Opinión
Lourdes Álvarez
31/12/2025 | Mérida, Yucatán
¿Qué pasa cuando el año se acaba, cuando termina un fin de semana, unas vacaciones, una fiesta, un trabajo, un noviazgo o un matrimonio? Algo en nosotros se detiene por un momento. Esos finales —y en especial el fin de año— nos regalan una pausa para mirar lo vivido, reflexionar y preguntarnos qué queremos conservar y qué ya no queremos seguir cargando. Como si el tiempo nos pidiera silencio para mostrarnos que algo ya cumplió su ciclo. Los finales, incluso los más pequeños, nos recuerdan que la vida sigue avanzando y que nada permanece igual para siempre.
Frente a esos cierres solemos movernos entre dos emociones. A veces nos entusiasma lo que puede comenzar; otras, sentimos tristeza y creemos que con ese final se va también nuestra alegría. Como si la felicidad dependiera de cuánto duran las cosas y no de cómo las vivimos.
Aceptar una pérdida o una despedida nos enfrenta a una verdad sencilla pero difícil: todo cambia. Nada se queda fijo, nada nos pertenece del todo. Sin embargo, muchas veces vivimos tratando de aferrarnos, como si así pudiéramos detener el paso del tiempo o protegernos del dolor.
Los griegos entendían la palabra crisis no como una desgracia, sino como un momento de decisión, un punto de cambio que abre la posibilidad de algo mejor. Desde esa mirada, las crisis no llegan para castigarnos, sino para ayudarnos a ver con más claridad. El tiempo no quita por quitar: ordena, limpia, enseña.
Cuando algo termina, sentimos que perdemos una parte de nosotros. Pero quizá lo que se va no es lo más importante, sino aquello que ya nos dio lo que tenía para darnos. La vida, al moverse, nos invita a soltar lo que ya no nos acompaña para poder crecer.

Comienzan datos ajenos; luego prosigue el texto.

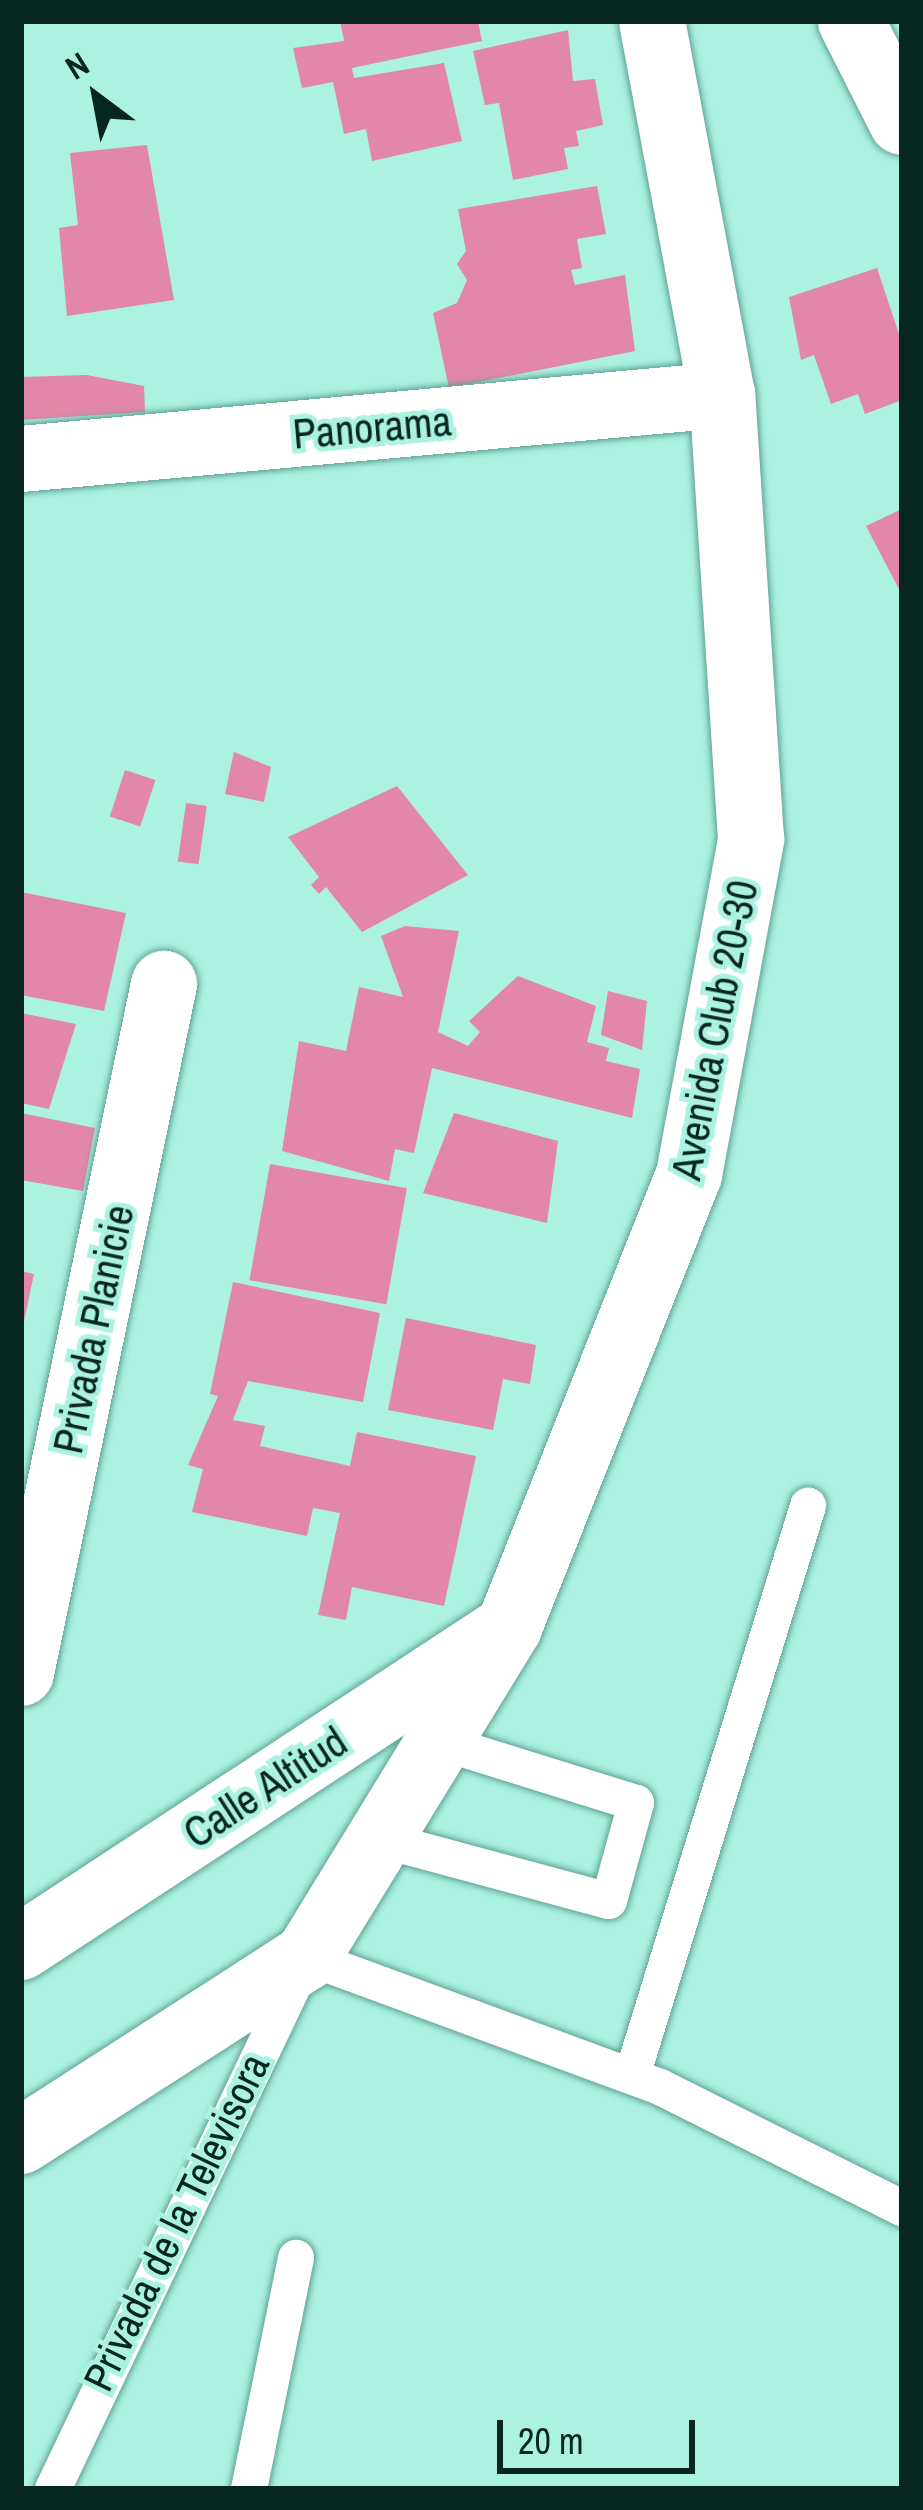 <!DOCTYPE html>
<style>
body{margin:0}
#map{position:relative;width:923px;height:2510px;overflow:hidden;background:#acf2e1;font-family:"Archivo Narrow",sans-serif}
div>[style]{position:absolute}
[style*='--x']{left:calc(var(--x)*1px);top:calc(var(--y)*1px);width:calc(var(--w)*1px);rotate:calc(var(--a)*1deg)}
.building>*{inset:0;background:#e287a7;transform-origin:0 0}
.roads{filter:drop-shadow(0 0 3px #5ea293) drop-shadow(0 0 3px #5ea293)}
.lane>*{height:36px;margin:-18px;padding:0 18px;transform-origin:18px;border-radius:18px;background:#fff}
.street>*{height:66px;margin:-33px;padding:0 33px;transform-origin:33px;border-radius:33px;background:#fff}
.secondary>*{height:66px;margin:-33px;padding:0 33px;transform-origin:33px;border-radius:33px;background:#fff}
span{translate:-50% -50%;white-space:nowrap;text-align:center;line-height:1.15;-webkit-text-stroke:10px #acf2e1;paint-order:stroke}
.street-label{font-size:42px;color:#082620}
.frame{position:absolute;inset:0;border:24px solid #082620;pointer-events:none}
.north{position:absolute;left:36px;top:36px;width:120px;height:120px;-webkit-text-stroke:9px #acf2e1;paint-order:stroke;rotate:328deg;font-size:33px;font-weight:700;line-height:48px;text-align:center;color:#082620}
.north::after{content:'';display:block;margin:auto;width:42px;height:54px;background:#082620;clip-path:polygon(50% 0,100% 100%,50% 72%,0 100%)}
.scale{position:absolute;left:497px;top:2420px;width:198px;height:54px;box-sizing:border-box;border:6px solid #082620;border-top:0;padding-left:15px;font-size:36px;line-height:42px;white-space:nowrap;color:#082620;-webkit-text-stroke:9px #acf2e1;paint-order:stroke}
</style>
<div id="map">
<div class="building">
<i style="clip-path:polygon(340px 21px,478px 21px,482px 41px,352px 68px,354px 78px,444px 63px,462px 141px,372px 161px,366px 129px,344px 134px,333px 82px,302px 88px,293px 48px,344px 41px)"></i>
<i style="clip-path:polygon(568px 30px,573px 81px,595px 79px,603px 125px,576px 131px,579px 146px,564px 148px,568px 169px,513px 180px,499px 103px,485px 105px,473px 51px)"></i>
<i style="clip-path:polygon(147px 145px,174px 300px,67px 316px,59px 228px,78px 225px,70px 153px)"></i>
<i style="clip-path:polygon(597px 186px,606px 234px,577px 239px,582px 268px,571px 270px,575px 285px,625px 275px,635px 351px,449px 388px,433px 313px,457px 303px,467px 280px,457px 264px,466px 251px,458px 209px)"></i>
<i style="clip-path:polygon(877px 268px,902px 343px,902px 400px,865px 414px,858px 394px,831px 404px,814px 355px,801px 360px,789px 297px)"></i>
<i style="clip-path:polygon(87px 375px,144px 386px,145px 412px,21px 420px,21px 377px)"></i>
<i style="clip-path:polygon(902px 509px,902px 595px,866px 526px)"></i>
<i style="clip-path:polygon(234px 752px,271px 767px,264px 802px,225px 794px)"></i>
<i style="left:125px;top:770px;width:32px;height:49px;rotate:18deg"></i>
<i style="clip-path:polygon(397px 786px,468px 875px,362px 932px,326px 887px,319px 894px,311px 885px,319px 877px,288px 837px)"></i>
<i style="left:186px;top:803px;width:21px;height:59px;rotate:8deg"></i>
<i style="clip-path:polygon(21px 892px,126px 913px,104px 1011px,21px 995px)"></i>
<i style="clip-path:polygon(405px 926px,459px 931px,438px 1032px,468px 1046px,480px 1032px,469px 1021px,518px 976px,596px 1006px,587px 1042px,609px 1048px,606px 1061px,640px 1069px,632px 1118px,432px 1068px,414px 1153px,395px 1149px,389px 1181px,282px 1151px,299px 1041px,346px 1051px,359px 987px,403px 997px,381px 936px)"></i>
<i style="clip-path:polygon(608px 991px,647px 1001px,642px 1050px,601px 1035px)"></i>
<i style="clip-path:polygon(21px 1013px,76px 1024px,49px 1109px,21px 1103px)"></i>
<i style="clip-path:polygon(21px 1113px,95px 1128px,83px 1191px,21px 1180px)"></i>
<i style="clip-path:polygon(454px 1113px,558px 1141px,547px 1223px,423px 1193px)"></i>
<i style="left:270px;top:1164px;width:139px;height:118px;rotate:10deg"></i>
<i style="clip-path:polygon(21px 1271px,34px 1274px,23px 1326px,21px 1326px)"></i>
<i style="clip-path:polygon(233px 1282px,380px 1313px,363px 1402px,248px 1381px,233px 1420px,265px 1426px,260px 1446px,350px 1466px,357px 1432px,476px 1456px,444px 1606px,352px 1587px,346px 1620px,318px 1615px,340px 1513px,313px 1508px,307px 1536px,192px 1512px,203px 1469px,188px 1465px,218px 1396px,210px 1394px)"></i>
<i style="clip-path:polygon(406px 1318px,536px 1345px,530px 1384px,503px 1379px,493px 1430px,388px 1410px)"></i>
</div>
<div class="roads">
<div class="lane">
<i style="--x:379;--y:1839;--w:238;--a:15.1"></i>
<i style="--x:609;--y:1901;--w:102;--a:-74.6"></i>
<i style="--x:636;--y:1803;--w:202;--a:-162.7"></i>
<i style="--x:632;--y:2076;--w:597;--a:-72.84"></i>
<i style="--x:53;--y:2489;--w:590;--a:-64.48"></i>
<i style="--x:307;--y:1957;--w:376;--a:20.2"></i>
<i style="--x:660;--y:2087;--w:271;--a:26.6"></i>
<i style="--x:249;--y:2489;--w:236;--a:-78.5"></i>
</div>
<div class="street">
<i style="--x:851;--y:21;--w:113;--a:63.2"></i>
<i style="--x:21;--y:459;--w:704;--a:-5.22"></i>
<i style="--x:21;--y:1673;--w:704;--a:-78.27"></i>
<i style="--x:21;--y:1947;--w:584;--a:-33.25"></i>
</div>
<div class="secondary">
<i style="--x:21;--y:2141;--w:340;--a:-32.8"></i>
<i style="--x:307;--y:1957;--w:387;--a:-58.5"></i>
<i style="--x:509;--y:1627;--w:487;--a:-68.3"></i>
<i style="--x:689;--y:1175;--w:342;--a:-79.5"></i>
<i style="--x:751;--y:839;--w:445;--a:-93.7"></i>
<i style="--x:722;--y:395;--w:380;--a:-100.6"></i>
</div>
</div>
<div class="street-label">
<span style="left:372px;top:427px;rotate:-5deg">Panorama</span>
<span style="left:714px;top:1030px;rotate:-79deg">Avenida Club 20-30</span>
<span style="left:93px;top:1329px;rotate:-78deg">Privada Planicie</span>
<span style="left:265px;top:1787px;rotate:-33deg">Calle Altitud</span>
<span style="left:176px;top:2222px;rotate:-64deg">Privada de la Televisora</span>
</div>
<div class="frame"></div>
<div class="north">N</div>
<div class="scale">20 m</div>
</div>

Muchas veces confundimos amar con poseer, cuidar con controlar, seguridad con permanencia. Nos apegamos a los hijos que tienen que crecer, a los trabajos que nos dieron identidad, a las relaciones que nos hicieron sentir en casa. Y cuando ese apego se vuelve rigidez, aparece el sufrimiento: la sensación constante de estar perdiendo algo frente a un mundo que cambia todo el tiempo.
El desapego no es frialdad ni indiferencia. Es una forma de amor más consciente. Es entender que amar también es dejar crecer, que acompañar no es retener y que cuidar no siempre significa evitar el cambio. El desapego nos ayuda a relacionarnos mejor con la vida, tal como es, y no como quisiéramos que fuera.
Aceptar el cambio es aceptar el tiempo. Y aceptar el tiempo es aceptar que somos humanos: finitos, cambiantes, imperfectos. Pero es justamente ahí donde aparece el sentido. No en lo que dura para siempre, sino en el camino. No en el control, sino en la confianza.
Atravesar las crisis puede ser, entonces, una experiencia esperanzadora. Cada quiebre nos invita a detenernos, a pensar, a aprender. A reconocer lo que nos hizo bien y también lo que ya no queremos repetir. En ese gesto sencillo pero valiente, dejamos de vivir desde el miedo a perder y empezamos a vivir desde una mayor comprensión.
Tal vez la sabiduría consista en aprender a caminar con el tiempo, en aceptar los cierres y en confiar en que ningún final es vacío. Cada final abre un espacio nuevo y, al soltar, la vida vuelve a ofrecernos —de otra manera— lo que necesitamos para seguir adelante.